> Task description: Exactly retype the opening line of the entries and every line after it, ending with the line that contains "ctx.lineJoin = 'round';". Skip all pictures.

> Available data:
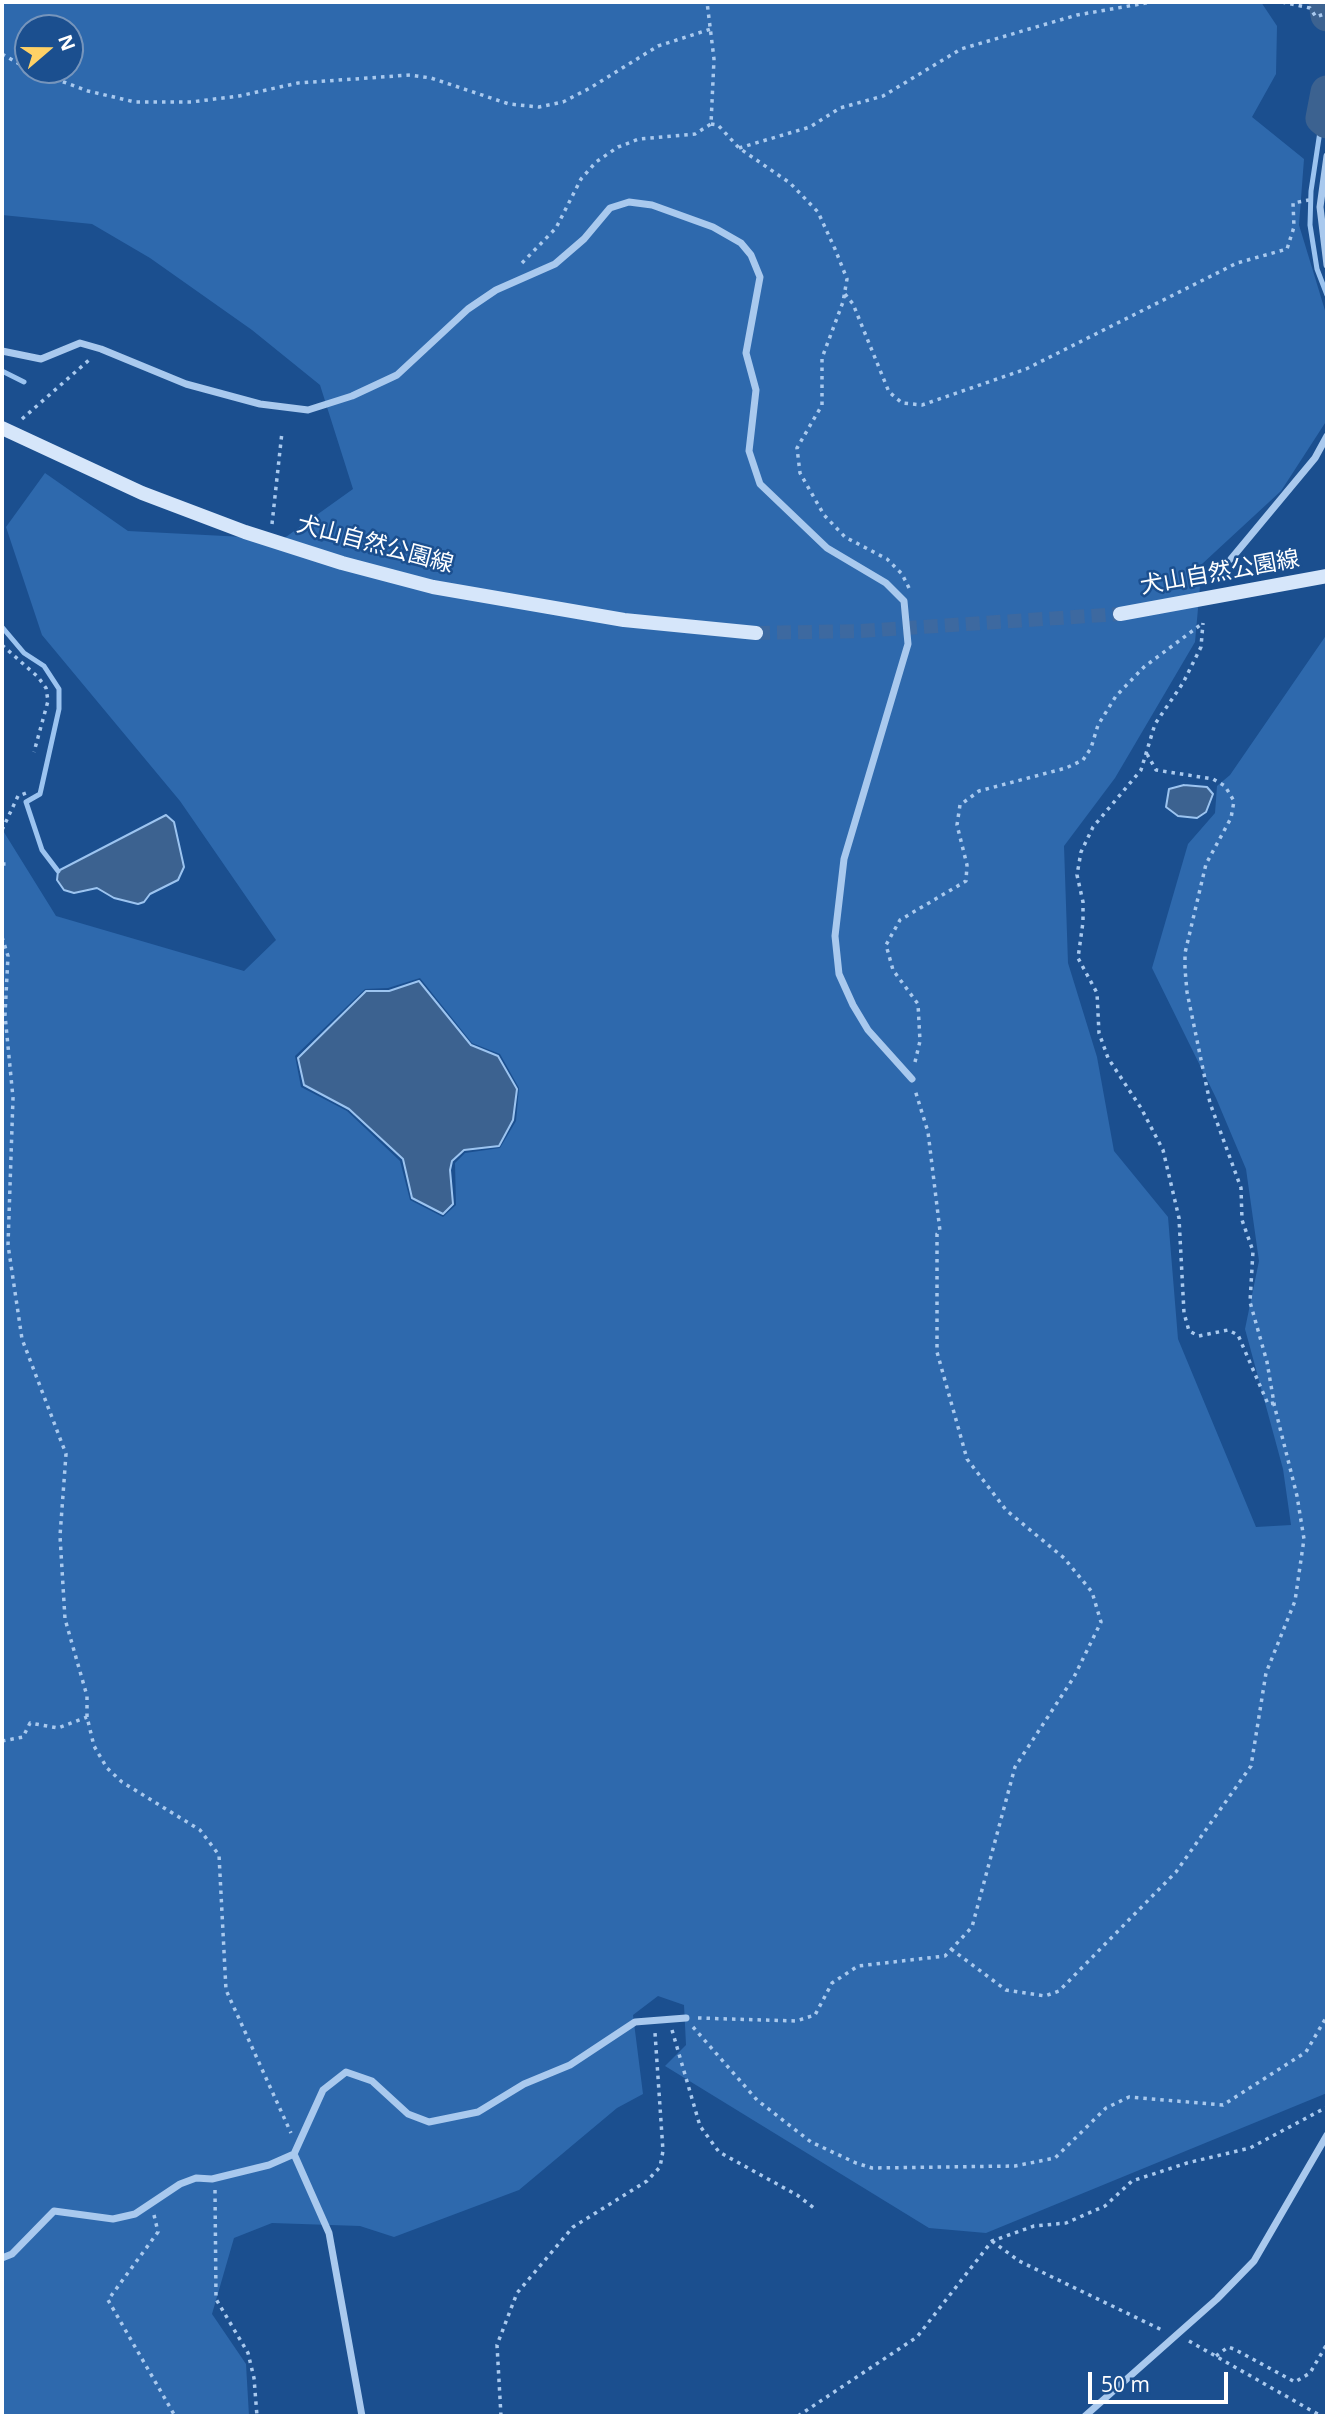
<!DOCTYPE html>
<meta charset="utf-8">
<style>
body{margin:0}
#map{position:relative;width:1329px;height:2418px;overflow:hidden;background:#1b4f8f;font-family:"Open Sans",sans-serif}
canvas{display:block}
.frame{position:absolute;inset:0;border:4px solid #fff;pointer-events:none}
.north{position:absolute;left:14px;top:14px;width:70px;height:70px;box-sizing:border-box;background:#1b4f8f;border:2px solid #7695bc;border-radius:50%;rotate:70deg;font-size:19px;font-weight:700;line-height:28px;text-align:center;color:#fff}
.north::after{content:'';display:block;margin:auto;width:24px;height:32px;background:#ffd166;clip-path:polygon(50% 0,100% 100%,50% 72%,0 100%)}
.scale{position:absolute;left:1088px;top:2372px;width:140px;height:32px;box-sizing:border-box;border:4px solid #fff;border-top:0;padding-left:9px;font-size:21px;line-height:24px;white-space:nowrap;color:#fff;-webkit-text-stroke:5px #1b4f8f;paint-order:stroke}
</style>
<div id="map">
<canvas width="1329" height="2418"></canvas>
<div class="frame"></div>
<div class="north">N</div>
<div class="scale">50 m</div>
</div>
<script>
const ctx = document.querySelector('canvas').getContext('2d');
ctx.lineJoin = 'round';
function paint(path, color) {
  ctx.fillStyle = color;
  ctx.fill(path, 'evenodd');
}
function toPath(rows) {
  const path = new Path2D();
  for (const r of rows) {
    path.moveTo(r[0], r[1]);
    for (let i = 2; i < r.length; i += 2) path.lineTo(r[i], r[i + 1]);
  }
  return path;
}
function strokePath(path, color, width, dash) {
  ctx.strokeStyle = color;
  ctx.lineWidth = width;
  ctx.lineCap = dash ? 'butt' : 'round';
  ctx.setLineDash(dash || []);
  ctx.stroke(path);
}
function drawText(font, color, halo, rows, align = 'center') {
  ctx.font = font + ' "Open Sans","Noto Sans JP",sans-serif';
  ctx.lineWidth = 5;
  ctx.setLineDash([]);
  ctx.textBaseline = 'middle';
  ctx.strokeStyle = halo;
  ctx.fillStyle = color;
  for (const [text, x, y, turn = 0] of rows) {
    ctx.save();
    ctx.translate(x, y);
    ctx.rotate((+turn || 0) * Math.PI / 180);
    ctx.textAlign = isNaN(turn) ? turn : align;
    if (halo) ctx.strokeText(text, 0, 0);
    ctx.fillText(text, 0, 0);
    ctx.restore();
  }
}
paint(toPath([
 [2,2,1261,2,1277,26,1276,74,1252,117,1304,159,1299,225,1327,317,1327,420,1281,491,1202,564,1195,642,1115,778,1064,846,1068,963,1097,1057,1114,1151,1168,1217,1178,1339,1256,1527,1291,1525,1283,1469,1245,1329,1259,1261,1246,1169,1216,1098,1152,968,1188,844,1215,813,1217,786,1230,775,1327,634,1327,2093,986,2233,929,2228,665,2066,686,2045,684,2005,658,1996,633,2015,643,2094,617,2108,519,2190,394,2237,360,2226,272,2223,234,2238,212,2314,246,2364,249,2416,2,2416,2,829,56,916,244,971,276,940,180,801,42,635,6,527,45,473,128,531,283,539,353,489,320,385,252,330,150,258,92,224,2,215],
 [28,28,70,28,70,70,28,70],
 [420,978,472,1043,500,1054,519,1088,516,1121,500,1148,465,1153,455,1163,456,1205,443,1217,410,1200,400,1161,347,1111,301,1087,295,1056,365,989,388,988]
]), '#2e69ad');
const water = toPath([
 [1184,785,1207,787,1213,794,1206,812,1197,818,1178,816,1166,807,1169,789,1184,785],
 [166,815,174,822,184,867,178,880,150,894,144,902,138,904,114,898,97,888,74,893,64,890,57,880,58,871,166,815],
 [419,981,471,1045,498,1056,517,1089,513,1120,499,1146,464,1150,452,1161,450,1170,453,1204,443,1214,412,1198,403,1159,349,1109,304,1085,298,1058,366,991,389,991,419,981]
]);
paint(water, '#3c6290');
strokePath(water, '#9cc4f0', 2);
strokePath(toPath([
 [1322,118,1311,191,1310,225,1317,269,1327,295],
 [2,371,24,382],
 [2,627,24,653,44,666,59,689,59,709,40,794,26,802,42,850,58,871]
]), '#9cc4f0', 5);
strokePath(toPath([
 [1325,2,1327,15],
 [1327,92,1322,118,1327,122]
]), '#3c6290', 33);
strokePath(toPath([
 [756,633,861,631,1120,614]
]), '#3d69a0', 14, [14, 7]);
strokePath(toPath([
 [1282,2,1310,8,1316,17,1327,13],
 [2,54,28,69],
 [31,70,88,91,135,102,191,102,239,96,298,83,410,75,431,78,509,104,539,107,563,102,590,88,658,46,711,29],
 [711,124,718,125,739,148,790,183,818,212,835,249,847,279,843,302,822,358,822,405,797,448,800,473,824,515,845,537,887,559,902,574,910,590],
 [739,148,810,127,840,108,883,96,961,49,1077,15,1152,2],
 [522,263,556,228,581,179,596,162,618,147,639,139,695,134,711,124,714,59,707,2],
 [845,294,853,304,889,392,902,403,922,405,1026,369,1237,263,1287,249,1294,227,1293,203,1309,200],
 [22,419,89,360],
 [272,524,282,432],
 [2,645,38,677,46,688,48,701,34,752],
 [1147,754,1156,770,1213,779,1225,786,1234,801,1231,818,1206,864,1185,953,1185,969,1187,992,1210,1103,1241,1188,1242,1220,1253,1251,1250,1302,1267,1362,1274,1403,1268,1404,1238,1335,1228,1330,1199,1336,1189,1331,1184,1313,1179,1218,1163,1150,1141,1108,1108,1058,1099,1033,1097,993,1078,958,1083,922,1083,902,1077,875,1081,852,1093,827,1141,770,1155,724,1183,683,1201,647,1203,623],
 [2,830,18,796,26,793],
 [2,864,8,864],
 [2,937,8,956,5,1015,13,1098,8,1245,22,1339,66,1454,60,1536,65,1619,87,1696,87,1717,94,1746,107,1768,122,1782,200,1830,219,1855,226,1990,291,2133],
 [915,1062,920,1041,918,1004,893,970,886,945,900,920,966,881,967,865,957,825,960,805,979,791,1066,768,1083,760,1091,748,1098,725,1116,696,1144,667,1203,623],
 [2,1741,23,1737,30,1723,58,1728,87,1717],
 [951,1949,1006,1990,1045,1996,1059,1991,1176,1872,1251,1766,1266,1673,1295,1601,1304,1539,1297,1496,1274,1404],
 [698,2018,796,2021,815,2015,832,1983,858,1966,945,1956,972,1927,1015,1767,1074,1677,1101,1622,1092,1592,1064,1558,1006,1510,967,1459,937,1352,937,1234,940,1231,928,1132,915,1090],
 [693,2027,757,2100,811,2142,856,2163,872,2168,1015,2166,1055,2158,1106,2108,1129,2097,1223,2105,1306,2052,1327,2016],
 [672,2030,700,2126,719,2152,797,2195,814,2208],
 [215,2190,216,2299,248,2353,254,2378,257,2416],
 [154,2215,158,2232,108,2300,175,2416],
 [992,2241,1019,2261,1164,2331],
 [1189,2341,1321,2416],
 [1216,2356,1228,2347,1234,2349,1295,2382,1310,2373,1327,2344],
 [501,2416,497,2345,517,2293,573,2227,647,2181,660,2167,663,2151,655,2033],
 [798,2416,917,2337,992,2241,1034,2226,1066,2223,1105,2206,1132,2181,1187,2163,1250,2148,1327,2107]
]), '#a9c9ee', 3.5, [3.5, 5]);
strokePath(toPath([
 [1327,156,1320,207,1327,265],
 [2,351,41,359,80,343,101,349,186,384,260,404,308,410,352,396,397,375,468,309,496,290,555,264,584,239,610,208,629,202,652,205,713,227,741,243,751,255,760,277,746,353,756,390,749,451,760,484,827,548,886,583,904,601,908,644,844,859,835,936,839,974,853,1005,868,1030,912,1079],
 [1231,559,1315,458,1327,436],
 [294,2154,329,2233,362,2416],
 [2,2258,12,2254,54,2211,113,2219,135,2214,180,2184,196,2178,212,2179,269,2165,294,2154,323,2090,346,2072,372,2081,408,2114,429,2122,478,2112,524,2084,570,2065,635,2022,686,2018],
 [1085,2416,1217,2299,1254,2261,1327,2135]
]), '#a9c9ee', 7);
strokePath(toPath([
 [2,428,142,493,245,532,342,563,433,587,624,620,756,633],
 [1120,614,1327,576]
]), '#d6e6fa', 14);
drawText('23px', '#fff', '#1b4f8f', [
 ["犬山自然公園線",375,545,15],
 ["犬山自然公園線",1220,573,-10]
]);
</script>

> Solution for this exercise:
<!DOCTYPE html>
<meta charset="utf-8">
<style>
body{margin:0}
#map{position:relative;width:1329px;height:2418px;overflow:hidden;background:#1b4f8f;font-family:"Open Sans",sans-serif}
canvas{display:block}
.frame{position:absolute;inset:0;border:4px solid #fff;pointer-events:none}
.north{position:absolute;left:14px;top:14px;width:70px;height:70px;box-sizing:border-box;background:#1b4f8f;border:2px solid #7695bc;border-radius:50%;rotate:70deg;font-size:19px;font-weight:700;line-height:28px;text-align:center;color:#fff}
.north::after{content:'';display:block;margin:auto;width:24px;height:32px;background:#ffd166;clip-path:polygon(50% 0,100% 100%,50% 72%,0 100%)}
.scale{position:absolute;left:1088px;top:2372px;width:140px;height:32px;box-sizing:border-box;border:4px solid #fff;border-top:0;padding-left:9px;font-size:21px;line-height:24px;white-space:nowrap;color:#fff;-webkit-text-stroke:5px #1b4f8f;paint-order:stroke}
</style>
<div id="map">
<canvas width="1329" height="2418"></canvas>
<div class="frame"></div>
<div class="north">N</div>
<div class="scale">50 m</div>
</div>
<script>
const ctx = document.querySelector('canvas').getContext('2d');
ctx.lineJoin = 'round';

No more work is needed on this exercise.